Vinegar Doesn’t Work On Jellyfish Stings And Could Do More Harm Than Good: Scientists

Researcher Jamie Seymour with a box jellyfish.

New research by Australian experts shows that using vinegar, the widespread Australian remedy for jellyfish stings, doesn’t work.

“Our research findings raise concerns that vinegar has the potential to do harm when used as first aid to treat box (and other) jellyfish stings,” Australian venom expert Associate Professor Jamie Seymour said.

The box jellyfish injects its venom by nematocysts which occur primarily on the tentacles but in some species may be present on body as well.

Nematocysts are little stinging darts which fire whenever the tentacle comes in contact with chemicals on the surface of its prey.

Vinegar is currently recommended as first aid if stung by the large box jellyfish in tropical Australia and in the USA for all jellyfish stings

However, researchers from the Australian Institute of Tropical Health and Medicine at James Cook University and Cairns Hospital discovered that vinegar promotes further discharge of venom from already discharged nematocysts.

Associate Professor Jamie Seymour of James Cook, Philippa Welfare (Cairns Hospital), Dr Mark Little (James Cook & Cairns Hospital), and Dr Peter Pereira (James Cook & Cairns Hospital) published a paper in the journal Diving and Hyperbaric Medicine examining the effect of vinegar on discharged nematocysts of the large box jellyfish (Chironex fleckeri).
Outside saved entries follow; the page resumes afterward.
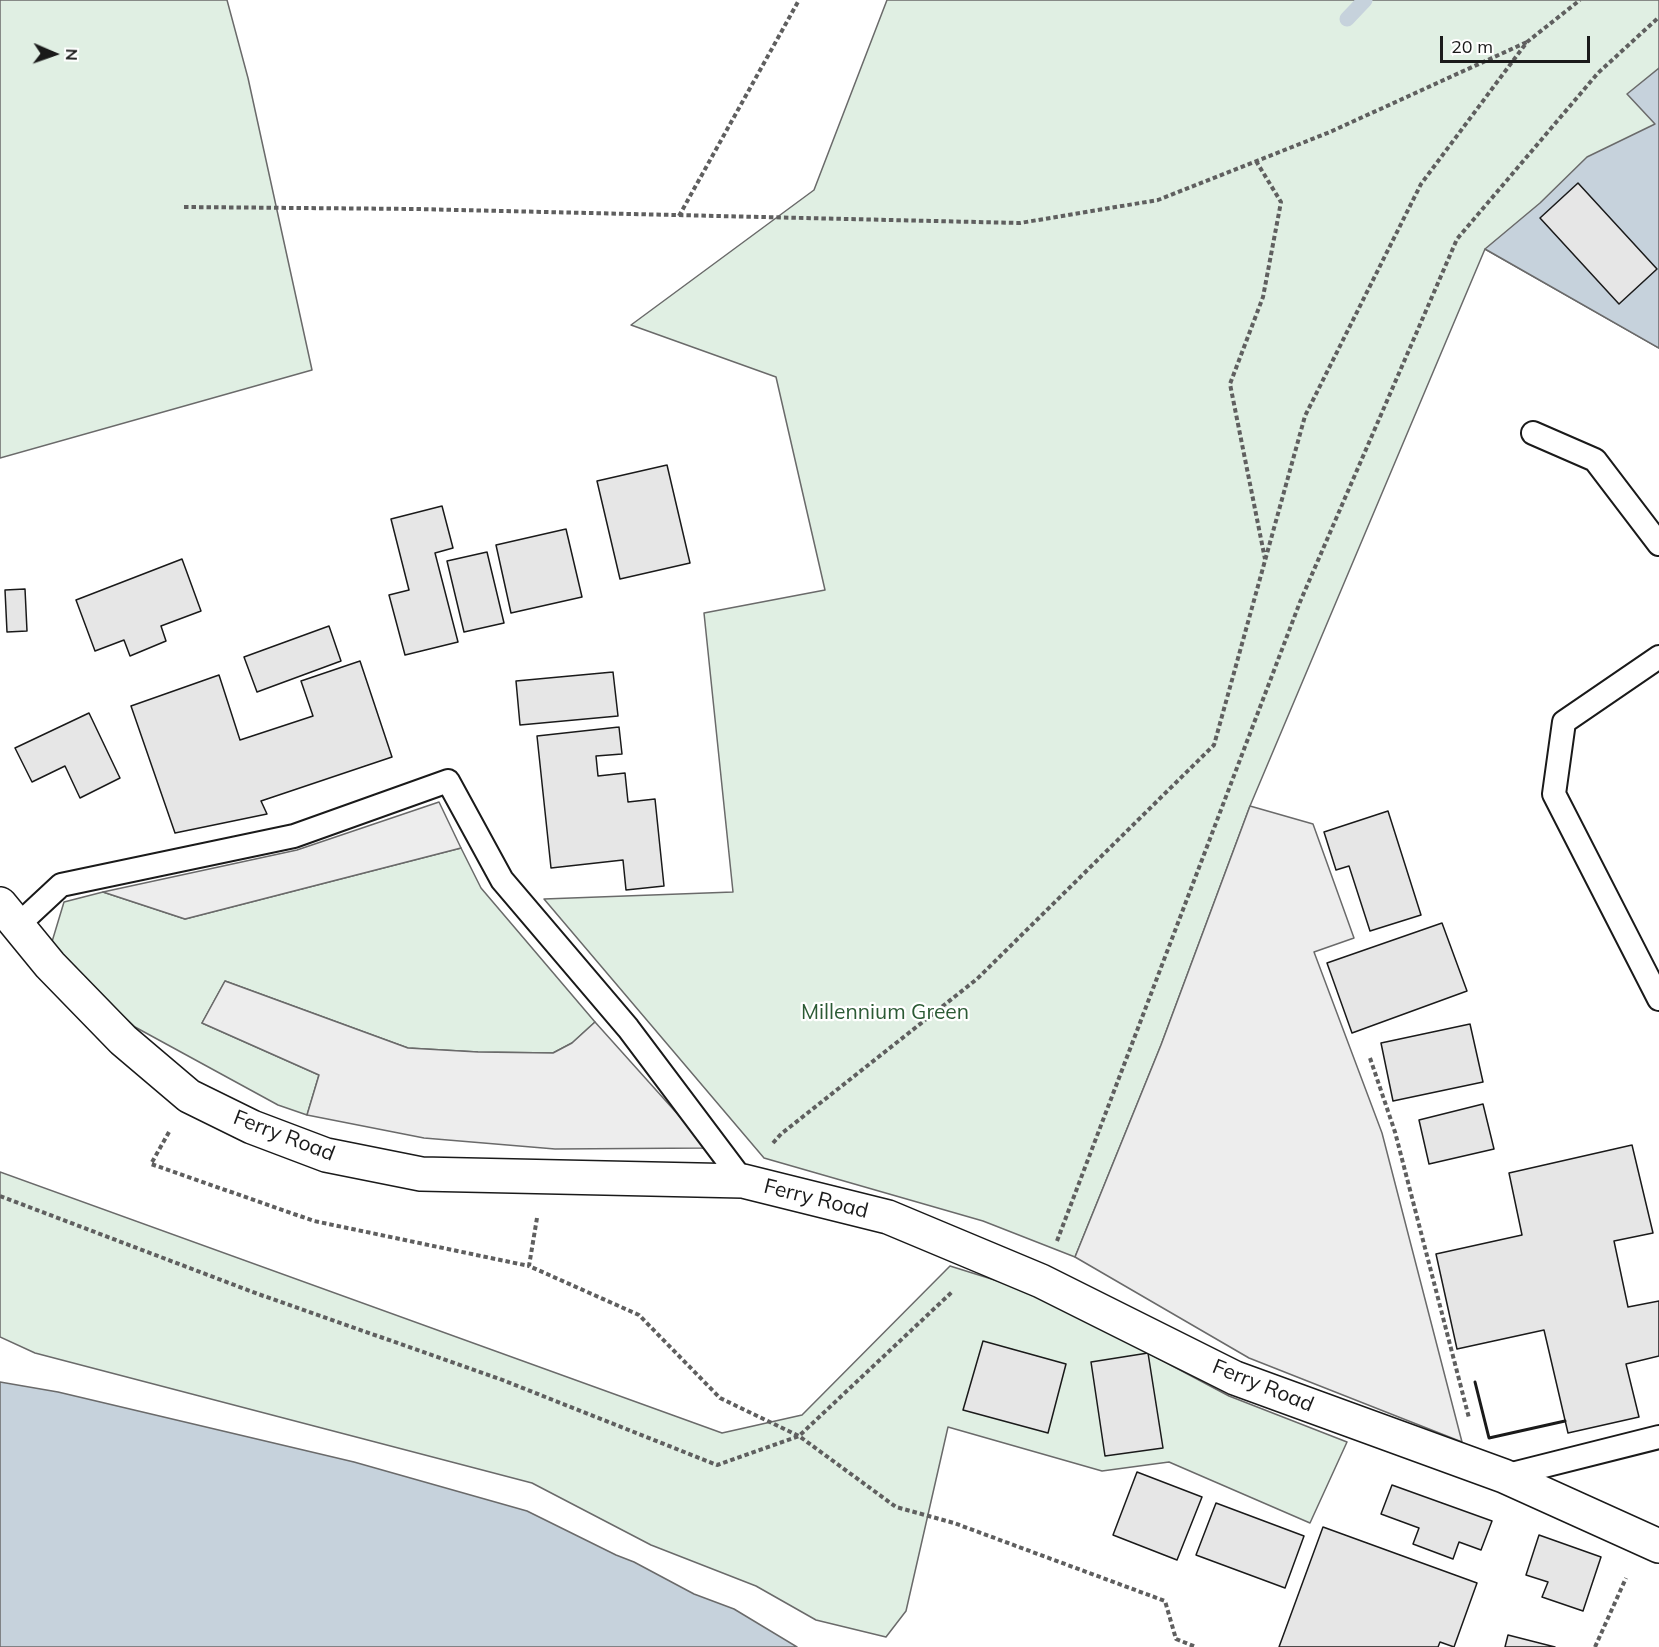 <!DOCTYPE html>
<style>
body{margin:0}
#map{position:relative;width:1659px;height:1647px;overflow:hidden;background:#fff;font-family:Mulish,sans-serif}
canvas{display:block}
.north{position:absolute;left:24px;top:24px;width:60px;height:60px;-webkit-text-stroke:4px #fff;paint-order:stroke;rotate:92deg;font-size:16px;font-weight:700;line-height:24px;text-align:center;color:#1a1a1a}
.north::after{content:'';display:block;margin:auto;width:21px;height:27px;background:#1a1a1a;clip-path:polygon(50% 0,100% 100%,50% 72%,0 100%)}
.scale{position:absolute;left:1440px;top:36px;width:150px;height:27px;box-sizing:border-box;border:3px solid #1a1a1a;border-top:0;padding-left:8px;font-size:18px;line-height:21px;white-space:nowrap;color:#1a1a1a;-webkit-text-stroke:4px #fff;paint-order:stroke}
</style>
<div id="map">
<canvas width="1659" height="1647"></canvas>
<div class="north">N</div>
<div class="scale">20 m</div>
</div>
<script>
const ctx = document.querySelector('canvas').getContext('2d');
ctx.lineJoin = 'round';
function paint(path, color) { ctx.fillStyle = color; ctx.fill(path, 'evenodd'); }
const toPath = rows => new Path2D(rows.map(r => 'M' + r).join(''));
function stroke(path, color, width, dash) { ctx.strokeStyle = color; ctx.lineWidth = width; ctx.lineCap = dash ? 'butt' : 'round'; ctx.setLineDash(dash || []); ctx.stroke(path); }
function write(font, color, halo, rows, align = 'center') {
  ctx.font = font + ' Mulish,sans-serif'; ctx.lineWidth = 4.5; ctx.setLineDash([]); ctx.textBaseline = 'middle'; ctx.strokeStyle = halo; ctx.fillStyle = color; for (const [text, x, y, turn = 0] of rows) {
    ctx.save(); ctx.translate(x, y); ctx.rotate((+turn || 0) * Math.PI / 180); ctx.textAlign = isNaN(turn) ? turn : align; if (halo) ctx.strokeText(text, 0, 0); ctx.fillText(text, 0, 0); ctx.restore();
  }
}
const green = toPath([
 [0,0,227,0,248,78,312,370,0,458,0,0],
 [887,0,1659,0,1659,348,1485,249,1250,806,1161,1045,1075,1257,983,1221,764,1158,544,899,733,892,704,613,825,590,776,377,631,325,814,190,887,0],
 [461,848,481,888,595,1022,572,1043,553,1053,478,1052,408,1048,225,981,202,1023,319,1075,307,1115,278,1105,135,1027,73,969,51,945,64,902,103,892,185,919,461,848],
 [0,1172,722,1433,802,1415,950,1266,1033,1292,1229,1396,1347,1442,1310,1523,1169,1462,1102,1471,948,1427,906,1611,886,1637,816,1620,756,1586,651,1545,532,1483,35,1353,0,1337,0,1172]
]);
const parking = toPath([
 [439,802,461,848,185,919,103,892,297,850,439,802],
 [1250,806,1313,824,1354,938,1314,952,1382,1133,1462,1442,1249,1358,1075,1257,1161,1045,1250,806],
 [225,981,408,1048,478,1052,553,1053,572,1043,595,1022,708,1148,555,1149,424,1138,307,1115,319,1075,202,1023,225,981]
]);
const water = toPath([
 [1659,68,1659,348,1485,249,1540,203,1587,157,1655,124,1627,94,1659,68],
 [0,1382,58,1392,354,1462,527,1511,616,1555,634,1562,694,1594,734,1609,797,1647,0,1647,0,1382]
]);
const stream = toPath([
 [1347,19,1365,0]
]);
const building = toPath([
 [1578,183,1657,269,1619,304,1540,218,1578,183],
 [667,465,690,563,620,579,597,481,667,465],
 [442,506,453,548,435,553,458,642,405,655,389,595,409,590,391,519,442,506],
 [566,529,582,597,511,613,496,545,566,529],
 [487,552,504,623,464,632,447,561,487,552],
 [182,559,201,611,161,626,166,641,130,656,124,640,95,651,76,600,182,559],
 [25,589,27,631,7,632,5,590,25,589],
 [329,626,341,661,257,692,244,657,329,626],
 [360,661,392,757,261,801,267,814,175,833,131,706,219,675,240,740,313,716,301,681,360,661],
 [613,672,618,716,520,725,516,681,613,672],
 [89,713,120,778,80,798,65,766,32,782,15,748,89,713],
 [619,727,622,754,596,756,598,776,625,773,628,802,655,799,664,886,626,890,623,860,551,868,537,736,619,727],
 [1388,811,1421,915,1370,931,1349,866,1336,870,1324,832,1388,811],
 [1442,923,1467,991,1352,1033,1327,963,1442,923],
 [1470,1024,1483,1082,1393,1101,1381,1043,1470,1024],
 [1483,1104,1494,1149,1429,1164,1419,1120,1483,1104],
 [1632,1145,1653,1233,1614,1241,1628,1307,1659,1301,1659,1356,1626,1364,1639,1417,1568,1433,1544,1330,1457,1349,1436,1254,1522,1235,1509,1173,1632,1145],
 [983,1341,1066,1364,1048,1433,963,1410,983,1341],
 [1148,1353,1163,1448,1105,1456,1091,1362,1148,1353],
 [1137,1472,1202,1497,1177,1560,1113,1535,1137,1472],
 [1392,1485,1492,1521,1481,1550,1459,1542,1453,1559,1413,1544,1419,1528,1381,1514,1392,1485],
 [1216,1503,1304,1536,1285,1588,1196,1555,1216,1503],
 [1323,1527,1477,1583,1454,1647,1440,1642,1438,1647,1279,1647,1323,1527],
 [1539,1535,1601,1557,1583,1611,1542,1597,1548,1582,1526,1575,1539,1535],
 [1508,1635,1555,1647,1505,1647,1508,1635]
]);
const path = toPath([
 [1256,161,1281,202,1263,297,1230,384,1265,559],
 [184,207,416,209,1020,223,1158,200,1330,132,1527,42],
 [679,216,799,0],
 [1370,1058,1395,1132,1469,1418],
 [169,1132,151,1164,314,1221,529,1266],
 [773,1143,781,1134,977,979,1214,745,1305,416,1421,184,1527,42,1580,0],
 [0,1196,258,1294,500,1379,717,1465,799,1436,953,1291],
 [537,1218,529,1266,639,1315,720,1398,799,1436,896,1507,954,1523,1165,1601,1176,1639,1196,1647],
 [1057,1241,1300,602,1457,239,1598,73,1659,17],
 [1595,1647,1626,1578]
]);
const lane = toPath([
 [1533,433,1595,460,1659,544],
 [1659,657,1564,722,1554,794,1659,999],
 [18,925,61,885,294,836,448,781,502,880,628,1028,743,1181],
 [1504,1476,1659,1437]
]);
const secondary = toPath([
 [0,904,50,965,123,1040,189,1096,252,1127,326,1155,421,1174,743,1181,888,1217,1041,1281,1235,1378,1504,1476,1659,1546]
]);
const wall = toPath([
 [1475,1382,1489,1438,1565,1421]
]);
const parkNames = [
 ["Millennium Green",885,1013]
];
const streetNames = [
 ["Ferry Road",284,1136,21],
 ["Ferry Road",816,1199,14],
 ["Ferry Road",1263,1386,22]
];
paint(green, '#e0efe3');
stroke(green, '#6a6a6a', 1.5);
paint(parking, '#ededed');
stroke(parking, '#6a6a6a', 1.5);
paint(water, '#c6d2dc');
stroke(water, '#6a6a6a', 1.5);
stroke(stream, '#c6d2dc', 15);
paint(building, '#e6e6e6');
stroke(building, '#1a1a1a', 1.5);
stroke(lane, '#1a1a1a', 26);
stroke(secondary, '#1a1a1a', 36);
stroke(path, '#5f5f5f', 4, [4.5, 3]);
stroke(lane, '#fff', 22);
stroke(secondary, '#fff', 33);
stroke(wall, '#1a1a1a', 3);
write('21px', '#2b5a34', '#fff', parkNames);
write('21px', '#1a1a1a', '#fff', streetNames);
</script>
Australian Resuscitation Council (ARC) guidelines state vinegar should be used for all box jelly fish stings.

“Our research shows this may not be the best course of action and it’s now for the ARC to consider whether its protocol should be changed,” Associate Professor Seymour says.

The study was funded by the Queensland Emergency Medicine Research Foundation.

Box jellyfish stings are rare but there have been more than 60 recorded deaths.